Cependant, il fallait un nouveau souffle, après les changements de propriétaires et les travaux réalisés, pour réinscrire cet hôtel restaurant de charme dans le cœur des lyonnais. C’est aujourd’hui chose faite avec, cerise sur le gâteau, une foule de nouveautés culinaires et culturelles en préparation.

La Tour Rose Lyon
La Tour Rose Lyon


Restaurant La Tour Rose dans le vieux Lyon


Dans les années 90, il suffisait de pousser la porte pour que la magie des lieux opèrent. Vous étiez hors du temps. Il régnait à la Tour Rose un parfum de sérénité et d’éternité. Ce n’est pas par hasard si la légende veut que Molière y résida trois ans.

Plus qu’un hôtel, la Tour fut un lieu de vie où sobriété, raffinement et curiosité se déclinaient à loisir. Après de multiples rebondissements (placement en liquidation judiciaire puis fermeture), les nouveaux propriétaires des lieux, vous reçoivent en amis. Que vous soyez connus ou inconnus, vous serez toujours accueillis chaleureusement par eux comme par le personnel.

Avec son dédale de style Renaissance, entre jardins en terrasse, bassins et chutes d'eau, galeries à balustres, la Tour dévoile son charme toscan en perpétuelle mutation, tel que le rêvent les poètes et les peintres.

Un lieu splendide au cœur du vieux Lyon.

Food traboule, le nouveau concept de la Tour Rose


Avant sa fermeture, les Terrasses de la Tour avaient été lancées par le célèbre cuisinier, hors pair, Philippe Chavent.

Food traboule est aux mains de l’ancienne gagnante de la célèbre émission culinaire de M6, « Top Chef ». Avec son mari Ludovic Mey, Tabata crée un nouveau lieu de restauration collaboratif et convivial avec une nourriture élaborée avec des produits de saisons et de qualité. Et le nom donné à ce nouveau concept se prête plutôt bien à l’ambiance et l’histoire du quartier puisqu’il s’appellera Food Traboule. 

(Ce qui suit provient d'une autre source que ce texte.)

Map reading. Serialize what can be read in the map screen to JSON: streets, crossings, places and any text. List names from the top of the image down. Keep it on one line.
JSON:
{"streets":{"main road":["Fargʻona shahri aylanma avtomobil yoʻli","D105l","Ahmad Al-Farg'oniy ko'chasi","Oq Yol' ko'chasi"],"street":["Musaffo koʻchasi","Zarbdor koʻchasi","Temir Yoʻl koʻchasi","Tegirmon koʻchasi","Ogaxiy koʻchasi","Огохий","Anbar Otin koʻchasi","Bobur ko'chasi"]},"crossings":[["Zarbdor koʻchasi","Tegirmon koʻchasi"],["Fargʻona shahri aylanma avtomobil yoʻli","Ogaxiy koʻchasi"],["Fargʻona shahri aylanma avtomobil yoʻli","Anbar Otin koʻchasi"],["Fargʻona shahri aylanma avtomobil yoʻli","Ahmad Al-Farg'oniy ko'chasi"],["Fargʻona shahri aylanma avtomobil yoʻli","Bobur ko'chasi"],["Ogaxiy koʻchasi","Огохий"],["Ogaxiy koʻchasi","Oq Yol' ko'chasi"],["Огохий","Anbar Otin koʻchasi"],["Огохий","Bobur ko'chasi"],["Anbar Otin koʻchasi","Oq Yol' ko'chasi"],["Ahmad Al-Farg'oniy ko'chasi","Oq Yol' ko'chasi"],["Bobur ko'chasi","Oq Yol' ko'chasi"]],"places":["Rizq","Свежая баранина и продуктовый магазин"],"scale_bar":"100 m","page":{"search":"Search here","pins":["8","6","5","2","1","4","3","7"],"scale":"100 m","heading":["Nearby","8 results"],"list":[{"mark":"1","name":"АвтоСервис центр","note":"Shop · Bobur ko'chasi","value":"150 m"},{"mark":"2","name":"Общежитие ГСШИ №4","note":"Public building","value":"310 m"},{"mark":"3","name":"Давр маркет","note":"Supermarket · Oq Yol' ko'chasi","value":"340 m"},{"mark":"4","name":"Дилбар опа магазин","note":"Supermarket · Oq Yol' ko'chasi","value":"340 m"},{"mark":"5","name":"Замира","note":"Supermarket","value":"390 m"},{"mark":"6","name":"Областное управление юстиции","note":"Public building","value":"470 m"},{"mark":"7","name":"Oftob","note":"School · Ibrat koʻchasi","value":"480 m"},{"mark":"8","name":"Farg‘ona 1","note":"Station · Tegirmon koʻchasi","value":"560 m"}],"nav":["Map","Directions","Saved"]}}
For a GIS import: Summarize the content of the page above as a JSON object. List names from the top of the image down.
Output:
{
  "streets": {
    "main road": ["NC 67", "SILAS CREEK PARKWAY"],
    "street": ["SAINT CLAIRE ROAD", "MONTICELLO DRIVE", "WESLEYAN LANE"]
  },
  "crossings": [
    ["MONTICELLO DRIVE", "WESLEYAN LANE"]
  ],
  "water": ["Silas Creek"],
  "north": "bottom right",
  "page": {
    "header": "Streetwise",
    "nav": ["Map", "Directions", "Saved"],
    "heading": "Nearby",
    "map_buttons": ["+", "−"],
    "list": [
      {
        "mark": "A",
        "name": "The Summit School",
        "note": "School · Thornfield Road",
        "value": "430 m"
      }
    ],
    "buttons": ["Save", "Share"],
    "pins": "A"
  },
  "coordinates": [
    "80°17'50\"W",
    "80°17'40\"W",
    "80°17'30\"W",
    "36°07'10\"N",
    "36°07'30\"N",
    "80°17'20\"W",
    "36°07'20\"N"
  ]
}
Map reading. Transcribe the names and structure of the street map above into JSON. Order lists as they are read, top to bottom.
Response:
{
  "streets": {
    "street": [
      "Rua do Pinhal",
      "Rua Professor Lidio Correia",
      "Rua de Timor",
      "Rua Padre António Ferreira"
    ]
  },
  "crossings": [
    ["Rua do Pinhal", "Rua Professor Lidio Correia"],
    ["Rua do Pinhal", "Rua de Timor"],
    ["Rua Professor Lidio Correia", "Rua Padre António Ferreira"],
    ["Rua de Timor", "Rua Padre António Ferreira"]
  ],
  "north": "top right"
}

Un espace immense de 800 m² sur 4 étages, où 8 box et 4 corners seront dédiés à la restauration et investis par des chefs qui proposeront une cuisine décomplexée autour de bons produits. Un bar, un coffee shop, une salle privatisable pour des événements, des dîners privatifs, des expositions et autres animations éphémères. Tout est imaginé pour proposer une expérience gourmande diversifiée, généreuse, conviviale et abordable tout au long de la journée.

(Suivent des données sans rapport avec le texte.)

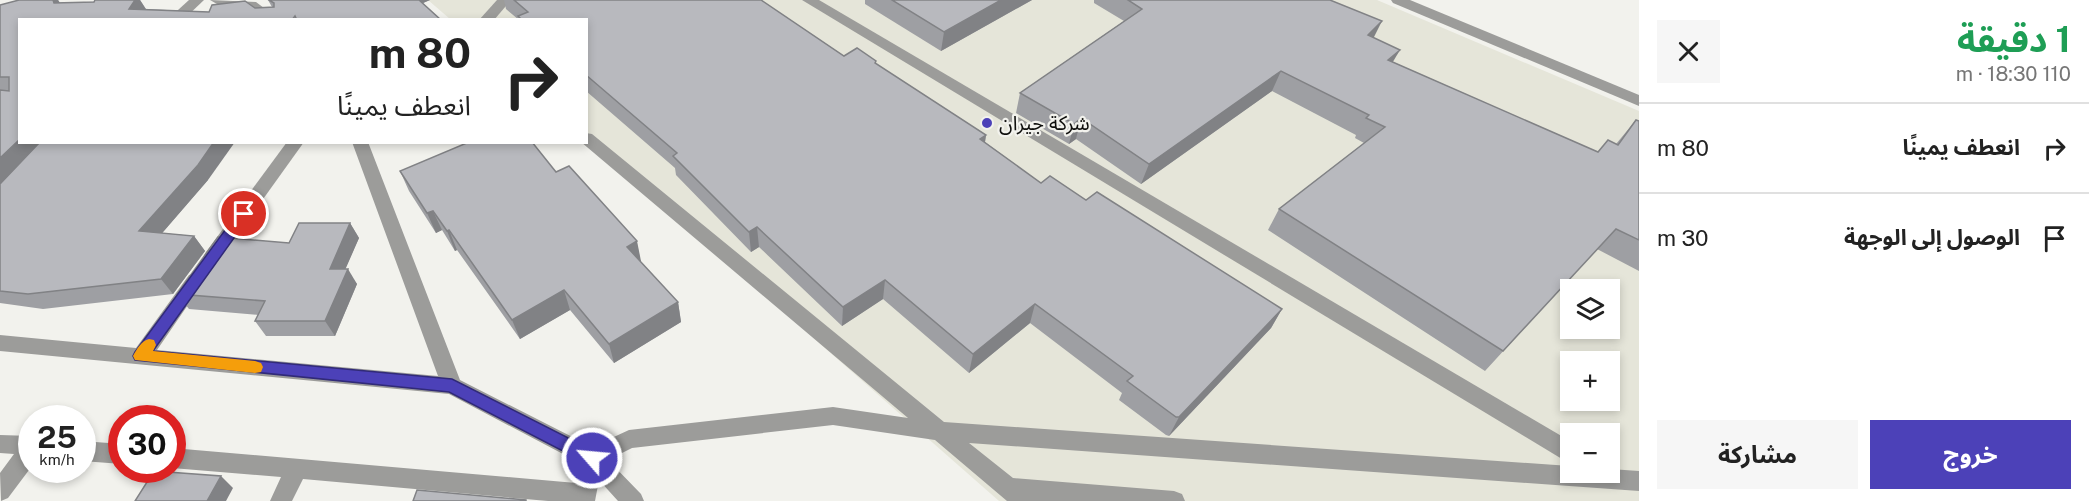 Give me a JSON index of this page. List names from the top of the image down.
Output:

Un concept qui rappelle celui de La Commune dans le 7ième arrondissement de Lyon.

Un espace nuit revisité


Nathalie Grynbaum et Stéphanie Marquez ont imaginé le concept original et unique de MiHotel en créant des 12 suites connectées et digitales. Déjà présent à Lyon, le concept MilHotel dissémine au cœur de la ville de véritables cocons urbains, tous différents, au design contemporain et élégant, domotisés et équipés high tech.

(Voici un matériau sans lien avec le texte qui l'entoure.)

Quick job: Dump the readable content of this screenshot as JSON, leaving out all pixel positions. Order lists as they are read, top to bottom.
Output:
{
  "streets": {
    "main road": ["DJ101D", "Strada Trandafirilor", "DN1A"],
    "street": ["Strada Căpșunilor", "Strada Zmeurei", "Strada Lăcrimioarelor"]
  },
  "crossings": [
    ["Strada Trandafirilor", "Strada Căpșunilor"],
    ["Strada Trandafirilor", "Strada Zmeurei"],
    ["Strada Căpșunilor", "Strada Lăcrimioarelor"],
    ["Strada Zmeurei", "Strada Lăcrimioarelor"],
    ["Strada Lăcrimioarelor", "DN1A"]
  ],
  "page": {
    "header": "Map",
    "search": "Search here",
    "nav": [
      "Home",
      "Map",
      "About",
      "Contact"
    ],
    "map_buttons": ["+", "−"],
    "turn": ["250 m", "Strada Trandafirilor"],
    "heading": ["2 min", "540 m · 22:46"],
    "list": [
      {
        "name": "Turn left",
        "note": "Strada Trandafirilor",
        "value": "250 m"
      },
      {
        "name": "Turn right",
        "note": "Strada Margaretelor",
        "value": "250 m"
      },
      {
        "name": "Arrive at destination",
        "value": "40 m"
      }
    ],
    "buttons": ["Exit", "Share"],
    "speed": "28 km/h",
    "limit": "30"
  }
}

"Pas de clef, ni de desk, la réservation se fait sur MiHotel.fr générant un code d’accès unique. Une offre de services sur commande 100 % connectée via une application interne permet également la gestion de toutes les demandes avec efficacité." MiHotel propose ainsi tous les services d’un hôtel de luxe dans un esprit intimiste et ce en toute liberté. Il existe déjà un réseau de 25 suites indépendantes autour de la place Bellecour à Lyon.

La Tour Rose avant les travaux, un lieu historique et culturel

Après une longue période de fermeture de l'établissement, il est bon de rappeler le passé historique de l'ancien hôtel et restaurant dont le mobilier fut vendu lors d'une vente aux enchères en 2018.

Petit rappel de ce qu'était La Tour Rose dans un passé pas si lointain...un peu de nostalgie ne fait pas de mal...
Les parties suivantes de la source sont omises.